I’m going for a meal next week at The Sportsman, in Seasalter, and have been researching it avidly, scanning old reviews to get some idea of what we can expect from the (rather large, pre-booked) tasting menu. Although a few dishes pop up frequently (oyster and chorizo, some kind of arrangement of lamb and seaweed), it is not individual dishes as such which form the focus of most reviews. It is the Sportsman’s location that really holds the interest – its position as a “grotty rundown pub by the sea”, as their Twitter profile has it – and the astonishing range of ingredients they wring from that location, their fierce commitment to localism.

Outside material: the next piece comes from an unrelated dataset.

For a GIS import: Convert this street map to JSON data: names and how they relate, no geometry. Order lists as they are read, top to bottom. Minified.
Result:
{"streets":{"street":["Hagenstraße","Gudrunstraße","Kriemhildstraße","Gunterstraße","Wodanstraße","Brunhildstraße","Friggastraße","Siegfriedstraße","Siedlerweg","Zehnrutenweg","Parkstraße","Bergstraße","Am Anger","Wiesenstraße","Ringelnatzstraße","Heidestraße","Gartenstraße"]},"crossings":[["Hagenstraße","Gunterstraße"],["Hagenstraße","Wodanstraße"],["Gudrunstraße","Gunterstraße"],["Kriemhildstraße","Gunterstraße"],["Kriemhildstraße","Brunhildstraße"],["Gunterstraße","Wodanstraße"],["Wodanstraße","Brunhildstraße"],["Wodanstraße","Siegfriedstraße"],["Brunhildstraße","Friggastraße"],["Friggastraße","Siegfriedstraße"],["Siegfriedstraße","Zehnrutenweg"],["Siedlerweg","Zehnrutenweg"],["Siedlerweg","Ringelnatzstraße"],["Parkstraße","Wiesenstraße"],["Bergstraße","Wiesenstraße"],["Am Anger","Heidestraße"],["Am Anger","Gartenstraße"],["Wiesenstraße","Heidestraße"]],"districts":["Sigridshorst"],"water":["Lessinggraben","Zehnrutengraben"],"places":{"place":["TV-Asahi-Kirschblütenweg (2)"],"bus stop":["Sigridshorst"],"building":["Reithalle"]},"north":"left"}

Localism, in the world of food, comes in two main forms – localism of recipe, and localism of ingredient. Long since used to getting our spices, our fruit and our vegetables, from various colonies and allies, it is the former, I think, which is more prevalent in Britain today. Cornish pasties, Bakewell tarts, Melton Mowbray pies – all are very much a part of our everyday food culture. Localism of ingredient, on the other hand, has become privileged in Britain, a treat for the foodie classes. Although supermarkets are happy to tell you that your asparagus was grown by Dave in Lanarkshire, genuinely local produce is confined to the farmers market, and requires time and money that many are unwilling or unable to spend.

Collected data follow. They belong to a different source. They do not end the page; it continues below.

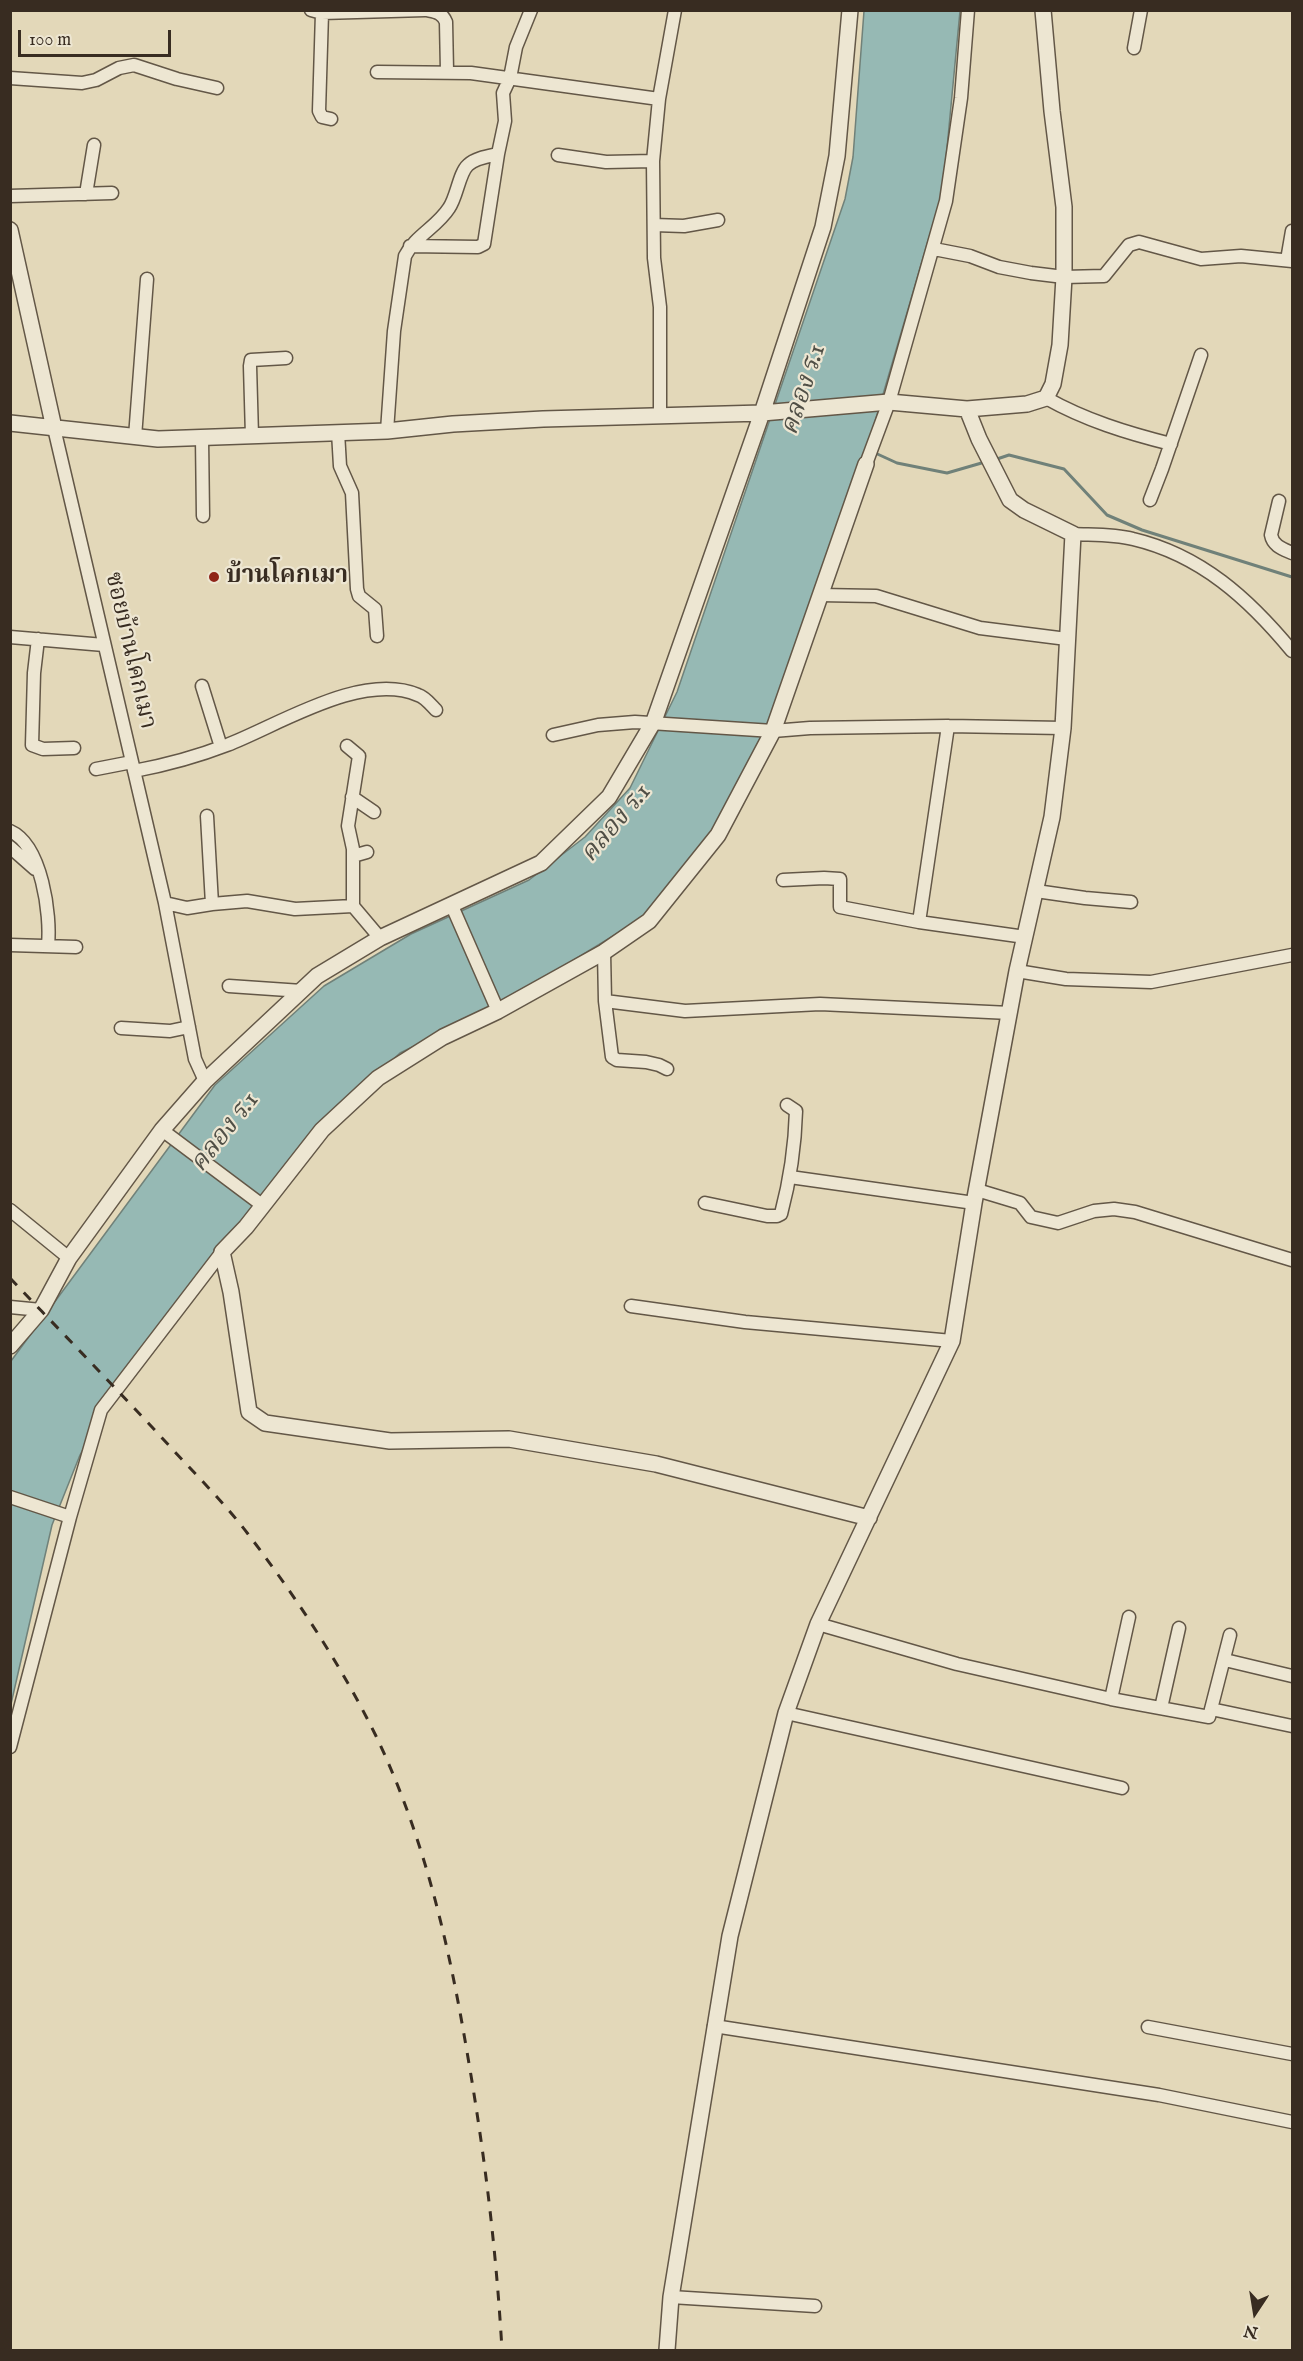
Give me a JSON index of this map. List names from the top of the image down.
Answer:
{
  "streets": {
    "street": ["ซอยบ้านโคกเมา"]
  },
  "water": ["คลอง ร.1"],
  "places": ["บ้านโคกเมา"],
  "scale_bar": "100 m",
  "north": "bottom"
}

And why not? Local produce is not necessarily better. Ethically, perhaps; although the whole subject of ‘food miles’ has turned out to be more complicated than everyone thought (cf. Jay Rayner’s latest book), it’s still nice to support local businesses, maybe. Maybe not, if they charge twice as much, offer terrible service, and are in any case wealthy hobbyists with no real need to do well.

It’s different, I think, elsewhere, where local produce is still affordable and attainable, and necessary for making the local recipes. This is why the French have a word for terroire and we don’t. The best dishes from what we are pleased to call ‘peasant cuisines’ are the ones which combine a long human tradition with fine native ingredients, a powerful expression of social and natural history, heavy with a sense of place – bouillabaisse, caponata, fabada.

The closest we seem to come to this in Britain, fittingly enough, is with booze. The rolling hills of Kent, the fuzzy warmth of the West Country, find their perfect expression in the local ales and ciders (when Keats asked for a “beaker full of the warm south”, he was not talking about Biddingdon’s, though he might as well have been), while the multitudinous whiskies of Scotland, peat and smoke and ozone and brine, might be the landscape bottled.

Stephen Harris, along with Simon Rogan and perhaps a few others, seem to be trying for something similar in their cuisine. Although untethered from local culinary tradition (Harris applies techniques from French to Japanese to his ingredients), their food, foraged, farmed, boiled from the sea, is an attempt to offer up an expression or an excretion of the landscape itself, where localism is not an ethical or economic but an aesthetic choice, one seen through to its logical conclusion. I’ll let you know how lunch goes.

Tongue & Cheek

In the rather macho world of nose-to-tail eating, there is, I think, some confusion as to what is being propounded – a confusion which can easily put off interested newcomers. Offal is never going to become big business – even when you get past the idea that you are eating a specific, named organ with specific functions, there is still that taste to contend with, that weird, ferric tang, as well as the texture, a dense sponginess that makes it quite hard to cook, responding to heat differently than muscle fibre. I love offal, but I can see why people don’t – and some vaguely ethical idea about eating ‘the whole beast’ is not going to convince them otherwise. It’s no less ethical to feed the weird bits to dogs.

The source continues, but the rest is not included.